Extracted information below:
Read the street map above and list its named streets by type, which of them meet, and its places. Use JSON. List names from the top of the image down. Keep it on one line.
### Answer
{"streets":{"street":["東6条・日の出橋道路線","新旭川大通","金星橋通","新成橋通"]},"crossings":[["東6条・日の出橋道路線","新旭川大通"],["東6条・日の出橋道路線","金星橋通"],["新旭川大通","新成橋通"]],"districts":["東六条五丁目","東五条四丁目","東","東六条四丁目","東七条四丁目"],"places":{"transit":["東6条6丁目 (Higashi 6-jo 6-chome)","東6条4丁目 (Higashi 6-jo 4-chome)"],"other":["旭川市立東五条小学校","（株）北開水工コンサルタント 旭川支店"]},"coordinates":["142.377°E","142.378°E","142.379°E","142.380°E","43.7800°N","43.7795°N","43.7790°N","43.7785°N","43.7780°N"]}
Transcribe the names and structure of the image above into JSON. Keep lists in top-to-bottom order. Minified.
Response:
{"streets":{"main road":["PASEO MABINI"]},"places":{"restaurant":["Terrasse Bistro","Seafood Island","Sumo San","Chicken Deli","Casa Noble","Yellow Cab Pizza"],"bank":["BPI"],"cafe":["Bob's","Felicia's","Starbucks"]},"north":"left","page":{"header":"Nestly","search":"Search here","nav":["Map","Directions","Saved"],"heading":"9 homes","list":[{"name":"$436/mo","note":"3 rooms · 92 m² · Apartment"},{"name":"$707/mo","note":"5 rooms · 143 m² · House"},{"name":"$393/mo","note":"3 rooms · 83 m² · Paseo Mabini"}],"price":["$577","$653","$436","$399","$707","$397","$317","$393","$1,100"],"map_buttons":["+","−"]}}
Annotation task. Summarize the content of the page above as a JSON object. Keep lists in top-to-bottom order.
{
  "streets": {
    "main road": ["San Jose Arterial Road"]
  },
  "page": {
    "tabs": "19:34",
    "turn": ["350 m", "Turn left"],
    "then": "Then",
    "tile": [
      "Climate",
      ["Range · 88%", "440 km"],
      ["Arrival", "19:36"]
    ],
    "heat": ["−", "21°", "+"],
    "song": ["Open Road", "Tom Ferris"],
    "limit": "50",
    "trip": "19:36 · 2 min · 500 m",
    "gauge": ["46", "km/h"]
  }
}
End of Extracted information.
§ **Problem details**: Output the full set of entries exactly as they were given.

§ **Solution for this task**:
Read the street map above and list its named streets by type, which of them meet, and its places. Use JSON. List names from the top of the image down. Keep it on one line.
### Answer
{"streets":{"street":["東6条・日の出橋道路線","新旭川大通","金星橋通","新成橋通"]},"crossings":[["東6条・日の出橋道路線","新旭川大通"],["東6条・日の出橋道路線","金星橋通"],["新旭川大通","新成橋通"]],"districts":["東六条五丁目","東五条四丁目","東","東六条四丁目","東七条四丁目"],"places":{"transit":["東6条6丁目 (Higashi 6-jo 6-chome)","東6条4丁目 (Higashi 6-jo 4-chome)"],"other":["旭川市立東五条小学校","（株）北開水工コンサルタント 旭川支店"]},"coordinates":["142.377°E","142.378°E","142.379°E","142.380°E","43.7800°N","43.7795°N","43.7790°N","43.7785°N","43.7780°N"]}
Transcribe the names and structure of the image above into JSON. Keep lists in top-to-bottom order. Minified.
Response:
{"streets":{"main road":["PASEO MABINI"]},"places":{"restaurant":["Terrasse Bistro","Seafood Island","Sumo San","Chicken Deli","Casa Noble","Yellow Cab Pizza"],"bank":["BPI"],"cafe":["Bob's","Felicia's","Starbucks"]},"north":"left","page":{"header":"Nestly","search":"Search here","nav":["Map","Directions","Saved"],"heading":"9 homes","list":[{"name":"$436/mo","note":"3 rooms · 92 m² · Apartment"},{"name":"$707/mo","note":"5 rooms · 143 m² · House"},{"name":"$393/mo","note":"3 rooms · 83 m² · Paseo Mabini"}],"price":["$577","$653","$436","$399","$707","$397","$317","$393","$1,100"],"map_buttons":["+","−"]}}
Annotation task. Summarize the content of the page above as a JSON object. Keep lists in top-to-bottom order.
{
  "streets": {
    "main road": ["San Jose Arterial Road"]
  },
  "page": {
    "tabs": "19:34",
    "turn": ["350 m", "Turn left"],
    "then": "Then",
    "tile": [
      "Climate",
      ["Range · 88%", "440 km"],
      ["Arrival", "19:36"]
    ],
    "heat": ["−", "21°", "+"],
    "song": ["Open Road", "Tom Ferris"],
    "limit": "50",
    "trip": "19:36 · 2 min · 500 m",
    "gauge": ["46", "km/h"]
  }
}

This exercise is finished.